DHS Asks Justices to Halt Order to Restore Migrant Protections

Sept. 19, 2025, 9:03 PM UTC

The Trump administration on Friday again asked the US Supreme Court to allow it to suspend renewed protections for Venezuelan immigrants, after a federal judge found the move was unlawful.

Homeland Security Secretary Kristi Noem was within her authority to rescind Venezuela’s designation under the Temporary Protected Status program, an action that isn’t subject to judicial review under federal law, the US Department of Justice asserted in a stay application to the Supreme Court.

Immigrants from designated countries under the TPS program are able to remain in the US with legal work authorization for up to 18 months when certain conditions prevent them from returning home safely.

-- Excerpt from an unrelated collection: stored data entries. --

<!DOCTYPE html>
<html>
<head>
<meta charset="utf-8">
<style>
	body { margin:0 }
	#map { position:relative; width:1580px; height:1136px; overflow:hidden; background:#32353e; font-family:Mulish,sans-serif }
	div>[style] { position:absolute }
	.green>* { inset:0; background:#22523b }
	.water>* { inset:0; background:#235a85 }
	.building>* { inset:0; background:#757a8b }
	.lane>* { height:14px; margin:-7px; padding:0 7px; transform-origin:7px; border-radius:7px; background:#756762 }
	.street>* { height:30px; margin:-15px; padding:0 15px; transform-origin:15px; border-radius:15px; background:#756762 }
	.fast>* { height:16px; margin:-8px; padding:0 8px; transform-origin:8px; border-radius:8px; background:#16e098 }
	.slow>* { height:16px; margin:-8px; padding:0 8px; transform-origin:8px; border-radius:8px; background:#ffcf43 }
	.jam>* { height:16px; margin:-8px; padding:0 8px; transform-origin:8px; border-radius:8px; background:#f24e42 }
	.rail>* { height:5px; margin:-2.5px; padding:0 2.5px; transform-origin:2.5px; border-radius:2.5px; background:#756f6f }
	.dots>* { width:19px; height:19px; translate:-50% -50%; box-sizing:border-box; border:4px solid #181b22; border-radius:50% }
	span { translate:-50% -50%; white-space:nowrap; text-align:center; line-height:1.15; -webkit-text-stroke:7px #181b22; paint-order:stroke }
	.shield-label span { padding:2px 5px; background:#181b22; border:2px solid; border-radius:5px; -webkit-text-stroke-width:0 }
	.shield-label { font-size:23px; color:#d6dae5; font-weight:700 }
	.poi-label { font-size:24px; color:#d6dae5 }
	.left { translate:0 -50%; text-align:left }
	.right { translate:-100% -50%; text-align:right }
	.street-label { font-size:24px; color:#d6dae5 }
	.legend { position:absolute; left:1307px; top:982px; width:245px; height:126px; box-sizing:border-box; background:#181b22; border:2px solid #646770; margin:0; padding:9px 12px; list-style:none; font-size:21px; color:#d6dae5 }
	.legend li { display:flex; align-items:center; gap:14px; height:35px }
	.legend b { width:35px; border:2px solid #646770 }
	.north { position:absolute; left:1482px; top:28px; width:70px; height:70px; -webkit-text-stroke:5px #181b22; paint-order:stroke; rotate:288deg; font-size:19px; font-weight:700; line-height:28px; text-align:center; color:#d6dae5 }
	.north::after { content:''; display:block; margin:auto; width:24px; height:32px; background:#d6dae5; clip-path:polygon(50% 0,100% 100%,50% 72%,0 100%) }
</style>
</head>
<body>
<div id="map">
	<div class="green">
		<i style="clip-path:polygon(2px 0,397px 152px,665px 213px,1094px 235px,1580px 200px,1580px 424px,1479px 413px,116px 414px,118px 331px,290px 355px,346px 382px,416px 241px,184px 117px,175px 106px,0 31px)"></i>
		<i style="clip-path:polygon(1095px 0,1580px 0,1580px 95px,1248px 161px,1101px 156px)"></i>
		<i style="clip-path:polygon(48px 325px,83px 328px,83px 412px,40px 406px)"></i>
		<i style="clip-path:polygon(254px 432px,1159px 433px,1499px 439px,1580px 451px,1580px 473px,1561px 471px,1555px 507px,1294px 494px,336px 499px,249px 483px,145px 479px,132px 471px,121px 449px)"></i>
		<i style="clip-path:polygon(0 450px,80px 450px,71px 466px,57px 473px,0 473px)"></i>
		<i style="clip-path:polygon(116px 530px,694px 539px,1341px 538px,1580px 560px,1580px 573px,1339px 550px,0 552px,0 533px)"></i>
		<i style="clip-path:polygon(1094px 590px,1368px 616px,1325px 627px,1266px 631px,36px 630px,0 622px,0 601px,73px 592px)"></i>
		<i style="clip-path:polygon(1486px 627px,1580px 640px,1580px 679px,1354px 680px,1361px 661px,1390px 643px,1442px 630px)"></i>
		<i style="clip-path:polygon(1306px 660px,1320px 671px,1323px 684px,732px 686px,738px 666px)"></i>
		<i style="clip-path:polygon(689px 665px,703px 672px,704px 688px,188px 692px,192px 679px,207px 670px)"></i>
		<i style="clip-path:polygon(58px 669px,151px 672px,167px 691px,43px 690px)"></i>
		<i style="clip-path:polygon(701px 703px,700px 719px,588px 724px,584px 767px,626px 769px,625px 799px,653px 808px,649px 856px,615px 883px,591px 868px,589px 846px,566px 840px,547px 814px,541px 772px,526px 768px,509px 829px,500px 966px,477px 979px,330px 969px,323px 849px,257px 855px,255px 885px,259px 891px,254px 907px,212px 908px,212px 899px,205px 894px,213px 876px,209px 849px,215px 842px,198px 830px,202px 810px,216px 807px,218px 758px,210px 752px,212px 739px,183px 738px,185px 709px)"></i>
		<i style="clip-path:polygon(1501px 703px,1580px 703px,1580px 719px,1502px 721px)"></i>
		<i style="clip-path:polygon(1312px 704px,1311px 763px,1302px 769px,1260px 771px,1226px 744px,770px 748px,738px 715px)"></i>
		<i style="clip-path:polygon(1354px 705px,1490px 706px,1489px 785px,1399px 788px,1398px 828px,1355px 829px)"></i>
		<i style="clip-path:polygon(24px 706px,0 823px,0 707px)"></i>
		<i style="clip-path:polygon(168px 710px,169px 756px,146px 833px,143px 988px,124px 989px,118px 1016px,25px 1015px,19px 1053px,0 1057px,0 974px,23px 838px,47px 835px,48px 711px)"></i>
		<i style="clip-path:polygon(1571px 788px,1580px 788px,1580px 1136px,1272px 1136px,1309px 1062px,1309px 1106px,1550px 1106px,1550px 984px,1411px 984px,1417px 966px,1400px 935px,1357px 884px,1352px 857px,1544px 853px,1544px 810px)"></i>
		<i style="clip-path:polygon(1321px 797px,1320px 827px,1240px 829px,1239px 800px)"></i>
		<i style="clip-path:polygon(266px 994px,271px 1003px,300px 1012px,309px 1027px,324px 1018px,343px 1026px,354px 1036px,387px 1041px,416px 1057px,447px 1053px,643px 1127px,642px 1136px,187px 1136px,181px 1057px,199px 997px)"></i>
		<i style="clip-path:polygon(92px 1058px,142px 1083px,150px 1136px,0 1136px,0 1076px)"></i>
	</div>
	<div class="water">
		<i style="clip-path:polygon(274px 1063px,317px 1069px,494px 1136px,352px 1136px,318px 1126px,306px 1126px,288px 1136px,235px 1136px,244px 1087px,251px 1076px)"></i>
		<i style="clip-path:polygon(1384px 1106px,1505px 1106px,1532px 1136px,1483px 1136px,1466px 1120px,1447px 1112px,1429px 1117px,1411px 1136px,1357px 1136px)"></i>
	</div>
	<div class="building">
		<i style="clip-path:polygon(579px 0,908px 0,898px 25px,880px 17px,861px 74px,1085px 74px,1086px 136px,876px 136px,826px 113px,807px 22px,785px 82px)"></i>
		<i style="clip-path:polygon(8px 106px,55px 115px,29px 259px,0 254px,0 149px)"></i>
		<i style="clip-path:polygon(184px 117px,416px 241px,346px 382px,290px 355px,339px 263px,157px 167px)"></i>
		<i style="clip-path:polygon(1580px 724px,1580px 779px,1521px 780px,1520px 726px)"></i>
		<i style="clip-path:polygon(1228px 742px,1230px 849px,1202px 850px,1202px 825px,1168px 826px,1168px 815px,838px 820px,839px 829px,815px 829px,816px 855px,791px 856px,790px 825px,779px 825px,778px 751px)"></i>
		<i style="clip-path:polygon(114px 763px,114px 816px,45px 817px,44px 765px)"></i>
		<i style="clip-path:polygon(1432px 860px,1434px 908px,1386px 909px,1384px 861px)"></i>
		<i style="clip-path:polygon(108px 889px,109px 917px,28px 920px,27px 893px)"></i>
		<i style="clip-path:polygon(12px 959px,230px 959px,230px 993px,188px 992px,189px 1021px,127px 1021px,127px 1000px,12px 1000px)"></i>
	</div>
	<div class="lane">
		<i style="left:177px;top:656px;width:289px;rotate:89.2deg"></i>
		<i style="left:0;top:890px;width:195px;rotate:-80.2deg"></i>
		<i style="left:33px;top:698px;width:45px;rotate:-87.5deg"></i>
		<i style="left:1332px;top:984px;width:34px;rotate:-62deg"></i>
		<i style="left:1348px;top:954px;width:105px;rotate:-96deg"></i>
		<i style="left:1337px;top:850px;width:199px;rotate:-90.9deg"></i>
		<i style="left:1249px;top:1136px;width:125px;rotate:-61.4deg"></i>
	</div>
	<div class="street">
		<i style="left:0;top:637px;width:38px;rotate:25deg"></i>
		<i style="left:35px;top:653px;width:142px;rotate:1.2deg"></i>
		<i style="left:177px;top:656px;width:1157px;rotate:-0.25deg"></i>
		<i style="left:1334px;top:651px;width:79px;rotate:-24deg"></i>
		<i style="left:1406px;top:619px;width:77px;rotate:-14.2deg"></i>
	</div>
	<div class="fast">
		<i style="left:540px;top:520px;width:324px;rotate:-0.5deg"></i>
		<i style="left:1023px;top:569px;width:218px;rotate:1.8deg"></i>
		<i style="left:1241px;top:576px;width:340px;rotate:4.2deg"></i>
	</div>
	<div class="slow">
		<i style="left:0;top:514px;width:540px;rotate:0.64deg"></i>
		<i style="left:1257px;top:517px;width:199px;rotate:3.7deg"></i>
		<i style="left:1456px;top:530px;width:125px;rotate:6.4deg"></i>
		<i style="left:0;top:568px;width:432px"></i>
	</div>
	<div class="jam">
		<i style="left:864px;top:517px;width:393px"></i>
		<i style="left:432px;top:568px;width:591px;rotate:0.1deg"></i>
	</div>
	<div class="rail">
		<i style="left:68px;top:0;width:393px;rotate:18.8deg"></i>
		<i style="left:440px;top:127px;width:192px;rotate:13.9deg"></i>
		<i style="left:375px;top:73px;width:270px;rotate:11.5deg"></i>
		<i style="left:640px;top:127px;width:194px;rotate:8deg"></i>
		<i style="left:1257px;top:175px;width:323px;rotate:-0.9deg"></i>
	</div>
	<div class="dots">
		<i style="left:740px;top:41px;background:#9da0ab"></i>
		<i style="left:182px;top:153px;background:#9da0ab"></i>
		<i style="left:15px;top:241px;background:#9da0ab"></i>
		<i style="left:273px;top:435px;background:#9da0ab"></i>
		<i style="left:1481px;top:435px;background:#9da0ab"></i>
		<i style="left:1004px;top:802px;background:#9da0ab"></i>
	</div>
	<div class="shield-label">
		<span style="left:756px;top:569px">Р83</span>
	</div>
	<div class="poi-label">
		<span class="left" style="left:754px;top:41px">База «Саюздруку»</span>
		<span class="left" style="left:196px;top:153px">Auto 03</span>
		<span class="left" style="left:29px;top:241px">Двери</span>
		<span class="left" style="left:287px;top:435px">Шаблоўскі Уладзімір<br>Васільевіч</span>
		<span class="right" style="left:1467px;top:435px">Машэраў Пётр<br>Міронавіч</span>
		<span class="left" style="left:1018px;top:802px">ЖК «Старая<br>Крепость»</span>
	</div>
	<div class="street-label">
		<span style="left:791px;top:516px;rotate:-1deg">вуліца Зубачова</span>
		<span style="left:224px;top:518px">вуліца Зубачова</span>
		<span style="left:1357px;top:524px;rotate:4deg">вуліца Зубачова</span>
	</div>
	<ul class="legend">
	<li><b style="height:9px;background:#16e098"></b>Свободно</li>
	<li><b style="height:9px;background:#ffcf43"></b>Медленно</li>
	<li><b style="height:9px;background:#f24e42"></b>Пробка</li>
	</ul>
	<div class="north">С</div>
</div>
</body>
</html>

DHS in February terminated TPS extensions granted by the Biden administration, which canceled protections for Venezuelans and Haitians.

A federal judge in California on Sept. 5 granted summary judgment to the plaintiffs who sued to challenge the cancellation, finding the action violated federal law. The judge restored protections for roughly 350,000 Venezuelans, which the Supreme Court had allowed DHS to remove in May.

The Ninth Circuit on Wednesday rejected the administration’s bid to stay the lower court’s order pending its appeal, finding the government unlikely to prevail with claims under the Administrative Procedure Act.

The high court’s May order didn’t control the Ninth Circuit’s ruling Wednesday, the panel said, because the litigation has since developed a fuller administrative record that revealed a “barebones process” that followed none of the typical procedures for deciding TPS designations.

‘Flawed Legal Grounds’

But the administration on Friday argued the Supreme Court’s ruling in May does control, because the justices “weighed the same threshold merits arguments and equities and found that the calculus favored a stay.” And the district court “made no new factual findings as to the equities” in its summary judgment ruling, resting “on the same flawed legal grounds” as its preliminary injunction order.

Federal law is also “unambiguous” and precludes judicial review of TPS determinations made by the secretary, the Justice Department said. While the district court framed the plaintiffs’ challenges as collateral to the secretary’s decisions, each is “‘essentially an attack’” on the considerations underlying the secretary’s TPS determinations, the administration said.

The DOJ also asserted it will suffer irreparable harm absent a stay, especially because Noem determined that “even a six-month extension of TPS would harm the United States’ ‘national security’ and ‘public safety.’”

The case is Noem v. Nat’l TPS All., U.S., No. 25A326, stay application filed 9/19/25.